Motives for Exercise Participation in Urban Communities in Jamaica
Carron D. Gordon
The University of the West Indies, Mona – Section of Physical Therapy
The University Hospital of the West Indies, Mona
The purposes of the current study were to determine the motives and behavioural regulations for exercise participation in Jamaican adults, and to uncover any differences based on age and gender. One hundred and twenty-nine persons (N = 129), who were exercising at two gyms and a community park in the parishes of Kingston and St. Andrew participated. Two questionnaires were self-administered: The Behavioural Regulation in Exercise Questionnaire (BREQ) and The Exercise Motivation Inventory (EMI-2).

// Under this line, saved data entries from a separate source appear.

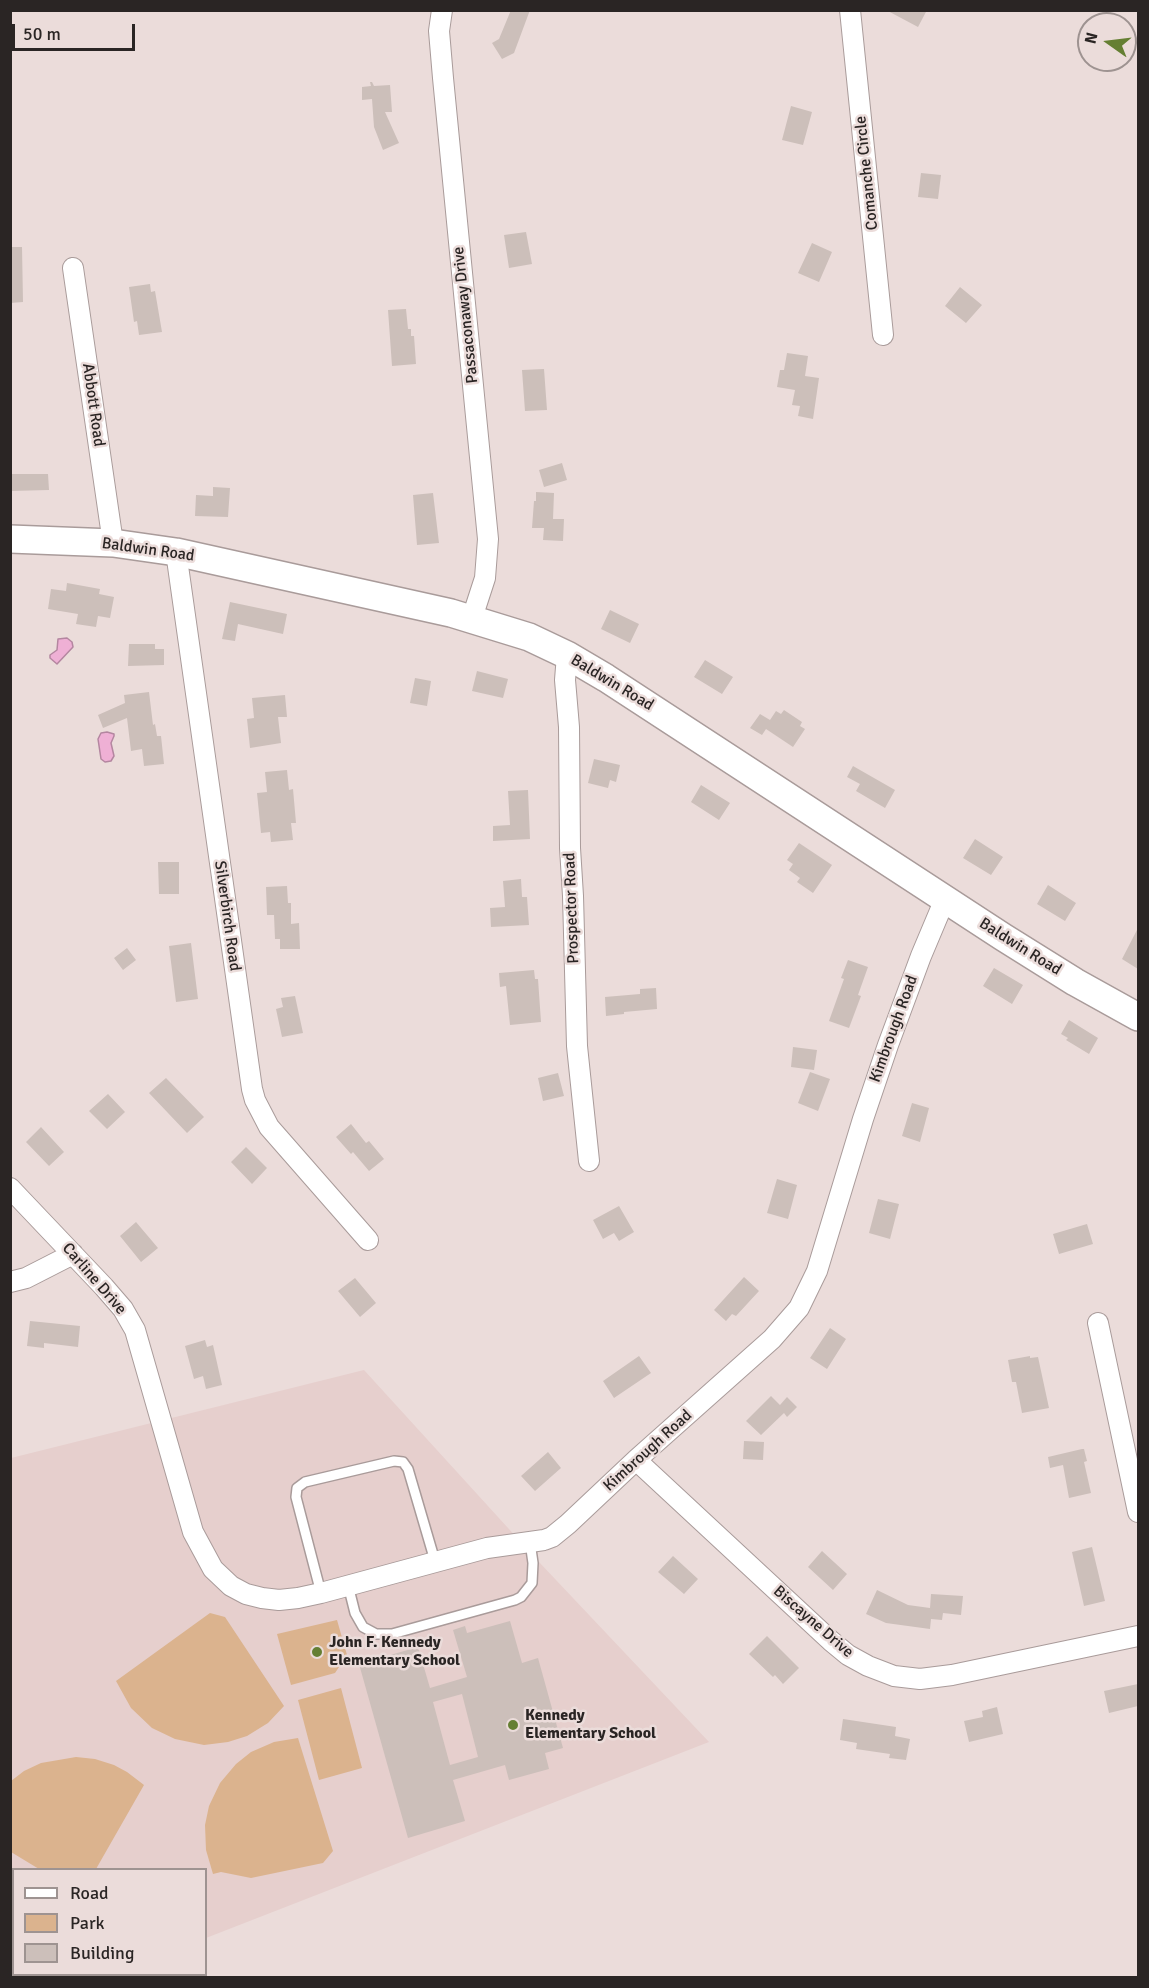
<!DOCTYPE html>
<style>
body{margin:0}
#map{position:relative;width:1149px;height:1988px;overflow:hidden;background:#ebdcda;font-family:Signika,sans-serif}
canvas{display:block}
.frame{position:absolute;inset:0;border:12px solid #2a2524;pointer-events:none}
.legend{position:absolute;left:12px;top:1868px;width:195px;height:108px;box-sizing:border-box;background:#ebdcda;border:2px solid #9e9391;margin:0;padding:8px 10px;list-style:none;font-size:18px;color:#2a2524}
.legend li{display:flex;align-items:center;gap:12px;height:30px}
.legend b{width:30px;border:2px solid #9e9391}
.north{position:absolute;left:1077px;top:12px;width:60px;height:60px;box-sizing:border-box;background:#ebdcda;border:2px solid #9e9391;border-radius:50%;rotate:284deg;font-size:16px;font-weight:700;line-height:24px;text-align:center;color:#2a2524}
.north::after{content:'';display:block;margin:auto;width:21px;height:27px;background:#657f33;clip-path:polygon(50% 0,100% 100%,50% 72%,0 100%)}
.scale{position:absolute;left:12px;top:24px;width:123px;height:27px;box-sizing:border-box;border:3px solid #2a2524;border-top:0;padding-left:8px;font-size:18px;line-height:21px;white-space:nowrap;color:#2a2524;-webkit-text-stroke:4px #ebdcda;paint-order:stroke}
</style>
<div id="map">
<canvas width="1149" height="1988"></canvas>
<div class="frame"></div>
<ul class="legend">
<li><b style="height:8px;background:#fff"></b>Road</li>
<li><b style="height:16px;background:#dbb38e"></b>Park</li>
<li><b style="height:16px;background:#ccbfba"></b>Building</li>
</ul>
<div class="north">N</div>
<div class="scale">50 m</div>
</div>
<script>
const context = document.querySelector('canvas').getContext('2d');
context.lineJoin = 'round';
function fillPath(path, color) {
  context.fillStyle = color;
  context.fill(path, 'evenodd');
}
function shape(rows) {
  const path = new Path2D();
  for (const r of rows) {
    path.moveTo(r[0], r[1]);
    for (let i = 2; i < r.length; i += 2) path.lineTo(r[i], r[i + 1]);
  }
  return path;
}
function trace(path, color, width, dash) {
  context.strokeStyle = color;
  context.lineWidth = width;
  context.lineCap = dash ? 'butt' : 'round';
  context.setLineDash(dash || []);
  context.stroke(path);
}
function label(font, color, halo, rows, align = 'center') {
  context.font = font + ' Signika,sans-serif';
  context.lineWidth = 5;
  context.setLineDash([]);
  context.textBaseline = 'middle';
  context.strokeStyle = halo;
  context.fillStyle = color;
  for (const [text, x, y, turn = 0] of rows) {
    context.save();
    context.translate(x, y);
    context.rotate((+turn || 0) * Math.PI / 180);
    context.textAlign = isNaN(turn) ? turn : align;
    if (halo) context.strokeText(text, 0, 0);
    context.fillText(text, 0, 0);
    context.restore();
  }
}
fillPath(shape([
 [364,1370,539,1562,709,1742,206,1938,206,1870,14,1870,14,1974,112,1975,105,1978,11,1978,11,1458]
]), '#e6cfcd');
fillPath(shape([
 [210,1613,225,1617,284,1706,268,1723,247,1736,228,1742,204,1745,175,1739,152,1728,131,1708,116,1681],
 [337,1620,347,1655,335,1673,291,1685,277,1634],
 [341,1688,362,1768,319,1780,298,1700],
 [298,1738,333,1851,323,1863,251,1878,221,1872,213,1874,206,1850,205,1825,209,1806,220,1783,236,1764,251,1752,274,1742],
 [76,1757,95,1759,114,1765,127,1772,144,1785,96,1869,39,1869,11,1852,11,1781,24,1771,41,1763]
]), '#dbb38e');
const water = shape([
 [67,638,72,642,73,647,57,664,50,658,50,655,57,650,58,639,67,638],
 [107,732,114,734,114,736,111,743,114,756,111,761,105,762,101,759,98,739,101,733,107,732]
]);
fillPath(water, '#efb0d5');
trace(water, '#b486a0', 1.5);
fillPath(shape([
 [511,10,530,10,514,53,502,59,492,43,499,39],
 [886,10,927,10,918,27],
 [370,82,372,82,374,86,390,85,392,112,385,112,399,143,383,150,374,127,372,99,362,100,362,87,371,86],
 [791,106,812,112,803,145,782,140],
 [921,173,941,175,938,199,918,197],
 [526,232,532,264,509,268,504,235],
 [812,243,832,252,819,282,798,273],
 [10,247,22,247,23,302,10,303],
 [150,284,151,292,155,291,162,332,139,335,137,321,134,322,129,287],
 [960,287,982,305,966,323,945,306],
 [406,309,408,329,411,329,411,336,414,336,416,364,392,366,388,310],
 [787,353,808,356,805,376,819,378,813,419,798,416,800,406,792,405,795,390,777,387,780,370,784,370],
 [544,369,547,410,525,411,522,370],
 [562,463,567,480,544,487,539,470],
 [10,474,48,474,49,490,10,491],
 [213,487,230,488,228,517,195,516,196,495,213,496],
 [536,492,554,493,553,519,564,519,563,541,543,540,544,528,532,528,534,501,536,501],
 [433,493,439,543,417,545,413,495],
 [67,583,100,589,99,594,114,597,110,618,98,616,96,627,76,624,78,614,48,609,51,589,66,591],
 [230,602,287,614,283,634,238,624,235,641,222,639],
 [610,610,639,624,630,643,601,629],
 [129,644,155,644,155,649,164,649,164,665,128,666],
 [705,660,733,677,722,694,694,677],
 [477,671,508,679,503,698,472,691],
 [415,678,431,681,427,706,410,703],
 [149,692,153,725,155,724,157,736,161,736,164,764,144,766,142,749,131,751,127,718,103,728,98,715,125,703,124,695],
 [285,695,287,717,278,717,281,743,250,748,247,719,254,718,252,698],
 [784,710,802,722,800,726,805,729,793,747,766,729,762,735,750,728,760,714,770,720,776,711,781,714],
 [594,759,620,765,616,782,610,780,608,788,588,783],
 [853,766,895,790,885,808,856,791,860,784,847,777],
 [287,770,289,790,293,789,296,823,291,823,293,840,271,842,270,832,261,833,257,793,267,792,265,772],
 [701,785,730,803,719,820,691,802],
 [528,790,530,839,493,841,493,826,510,825,508,791],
 [975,839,1003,857,991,875,963,858],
 [799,843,832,865,813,893,797,882,800,878,789,870,793,864,787,860],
 [158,862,179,862,179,894,159,894],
 [521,879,522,897,527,897,529,925,491,927,490,908,505,907,503,881],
 [1048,885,1076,903,1065,921,1037,904],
 [287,886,288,903,291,903,291,924,299,923,300,949,280,949,280,939,275,939,274,915,267,915,266,887],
 [1138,928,1138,969,1122,959],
 [191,943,198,999,176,1002,169,946],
 [127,948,136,960,123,970,114,958],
 [848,960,868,967,858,995,861,996,849,1028,829,1021,844,979,841,978],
 [994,968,1023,985,1012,1004,983,986],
 [534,970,535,979,538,979,541,1022,510,1025,506,986,500,987,499,973],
 [656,988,657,1009,624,1012,624,1014,606,1016,605,997,640,994,640,989],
 [295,996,303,1033,282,1037,276,1009,283,1007,281,998],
 [1069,1020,1098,1038,1089,1054,1066,1040,1068,1038,1061,1034],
 [793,1047,817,1050,814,1070,791,1067],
 [810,1072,830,1079,818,1111,798,1103],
 [558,1073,564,1096,543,1101,538,1078],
 [166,1078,204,1117,187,1133,149,1093],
 [108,1094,125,1112,107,1129,89,1111],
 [912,1103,929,1108,920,1142,902,1136],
 [351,1124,366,1143,369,1141,384,1159,369,1171,353,1152,351,1154,336,1137],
 [41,1127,64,1152,49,1166,26,1142],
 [246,1147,267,1168,252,1184,231,1162],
 [777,1179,797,1185,788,1219,767,1213],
 [878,1199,899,1204,890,1239,869,1233],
 [619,1206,634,1232,619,1241,614,1233,603,1239,593,1220],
 [136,1222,158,1248,141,1262,120,1236],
 [1087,1224,1093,1244,1059,1254,1053,1234],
 [744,1277,759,1291,736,1316,732,1314,726,1321,714,1310],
 [355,1278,376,1303,360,1317,338,1291],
 [30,1321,80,1326,78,1347,44,1343,44,1348,27,1346],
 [830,1328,846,1339,827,1369,810,1358],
 [205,1340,207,1347,213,1345,222,1385,206,1389,203,1376,194,1379,185,1346],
 [639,1356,651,1373,614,1398,603,1381],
 [1030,1356,1030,1358,1038,1357,1049,1408,1022,1413,1016,1382,1012,1382,1008,1360],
 [771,1396,780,1405,787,1397,797,1407,787,1417,784,1413,761,1435,746,1421],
 [744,1441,764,1442,763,1460,743,1459],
 [1082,1449,1084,1449,1087,1461,1084,1462,1091,1493,1069,1498,1063,1465,1050,1468,1048,1457],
 [548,1452,561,1468,535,1491,521,1476],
 [1092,1547,1105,1601,1084,1606,1072,1552],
 [822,1551,847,1574,833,1590,808,1567],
 [673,1556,698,1579,684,1594,658,1572],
 [877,1590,908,1605,930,1608,931,1594,963,1596,961,1615,943,1613,942,1620,931,1619,930,1629,886,1623,866,1614],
 [510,1621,522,1663,538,1658,563,1748,545,1753,549,1769,509,1780,505,1765,453,1780,465,1821,408,1838,359,1664,418,1647,430,1688,467,1677,453,1630,465,1626,467,1633],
 [462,1694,478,1757,450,1765,433,1702],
 [767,1636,799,1668,783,1684,775,1675,773,1677,749,1654],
 [1138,1684,1138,1706,1109,1713,1104,1691],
 [997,1707,1003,1734,969,1742,964,1721,983,1717,982,1711],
 [843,1719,896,1727,895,1736,910,1739,906,1760,889,1758,890,1754,856,1749,857,1743,840,1740]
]), '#ccbfba');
const lane = shape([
 [348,1585,355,1613,363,1627,376,1634,392,1634,515,1600,521,1597,532,1583,533,1563,530,1542],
 [321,1593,296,1497,297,1488,305,1482,394,1461,403,1462,408,1469,435,1561]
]);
const street = shape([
 [442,10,439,31,443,78,488,539,485,578,472,618],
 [850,10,883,335],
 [73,268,113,543],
 [176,552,252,1089,255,1100,269,1127,368,1240],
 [567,655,565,680,569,727,570,848,573,896,577,1046,589,1161],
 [10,1188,104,1287,123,1309,135,1330,193,1532,213,1569,231,1586,246,1594,262,1598,279,1600,298,1598,321,1593,487,1548,544,1540,552,1537,568,1524,636,1460,772,1339,799,1308,817,1271,863,1119,888,1045,921,956,945,899],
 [10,1282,26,1278,73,1254],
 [1098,1323,1138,1512],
 [636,1460,831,1641,848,1655,868,1666,894,1676,920,1679,952,1675,1138,1636]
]);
const secondary = shape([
 [10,539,113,543,176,552,451,613,529,637,567,655,606,678,1003,937,1075,982,1138,1017]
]);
trace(lane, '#a99b9a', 12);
trace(street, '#a99b9a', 22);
trace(secondary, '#a99b9a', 30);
trace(lane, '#fff', 9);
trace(street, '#fff', 20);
trace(secondary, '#fff', 27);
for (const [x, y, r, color] of [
 [317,1652,6,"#657f33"],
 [513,1725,6,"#657f33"]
]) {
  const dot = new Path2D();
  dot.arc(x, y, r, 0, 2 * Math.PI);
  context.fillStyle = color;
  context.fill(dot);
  trace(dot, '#ebdcda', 2);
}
label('16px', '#2a2524', '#ebdcda', [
 ["Comanche Circle",867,173,-96],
 ["Passaconaway Drive",466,315,-96],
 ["Abbott Road",93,405,82],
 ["Baldwin Road",148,550,8],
 ["Baldwin Road",612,683,31],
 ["Prospector Road",572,908,-92],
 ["Silverbirch Road",227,916,82],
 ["Baldwin Road",1020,947,32],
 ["Kimbrough Road",894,1029,-70],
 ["Carline Drive",94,1279,49],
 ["Kimbrough Road",648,1451,-42],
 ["Biscayne Drive",813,1622,41]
]);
label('bold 16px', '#2a2524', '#ebdcda', [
 ["John F. Kennedy",329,1643],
 ["Elementary School",329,1661],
 ["Kennedy",525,1716],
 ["Elementary School",525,1734]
], 'left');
</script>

The three top reasons for exercising were positive health (M = 4.4, SD = 0.7), ill health avoidance (M = 4.1, SD = 1.1) and strength and endurance (M = 4.0, SD = 0.9). Men had significantly higher mean scores than women for strength and endurance (M = 4.28, SD = 0.71 vs. M = 3.86, SD = 0.96), competition (M = 2.12, SD = 1.60 vs. M = 1.13, SD = 1.21), social recognition (M = 1.78, SD = 1.55 vs. M = 0.73, SD = 1.05) and challenge (M = 2.84, SD = 1.41 vs. M = 2.15, SD = 1.33) respectively. Scores on all domains of the BREQ were similar for men and women. Age was moderately and positively related to ill-health avoidance (r = 0.388, p < .05). The results of the study suggest that the reasons for engaging in regular exercise vary across gender and with age. Programme developers should note that a variety of content may be necessary to promote exercise to appeal to different demographics.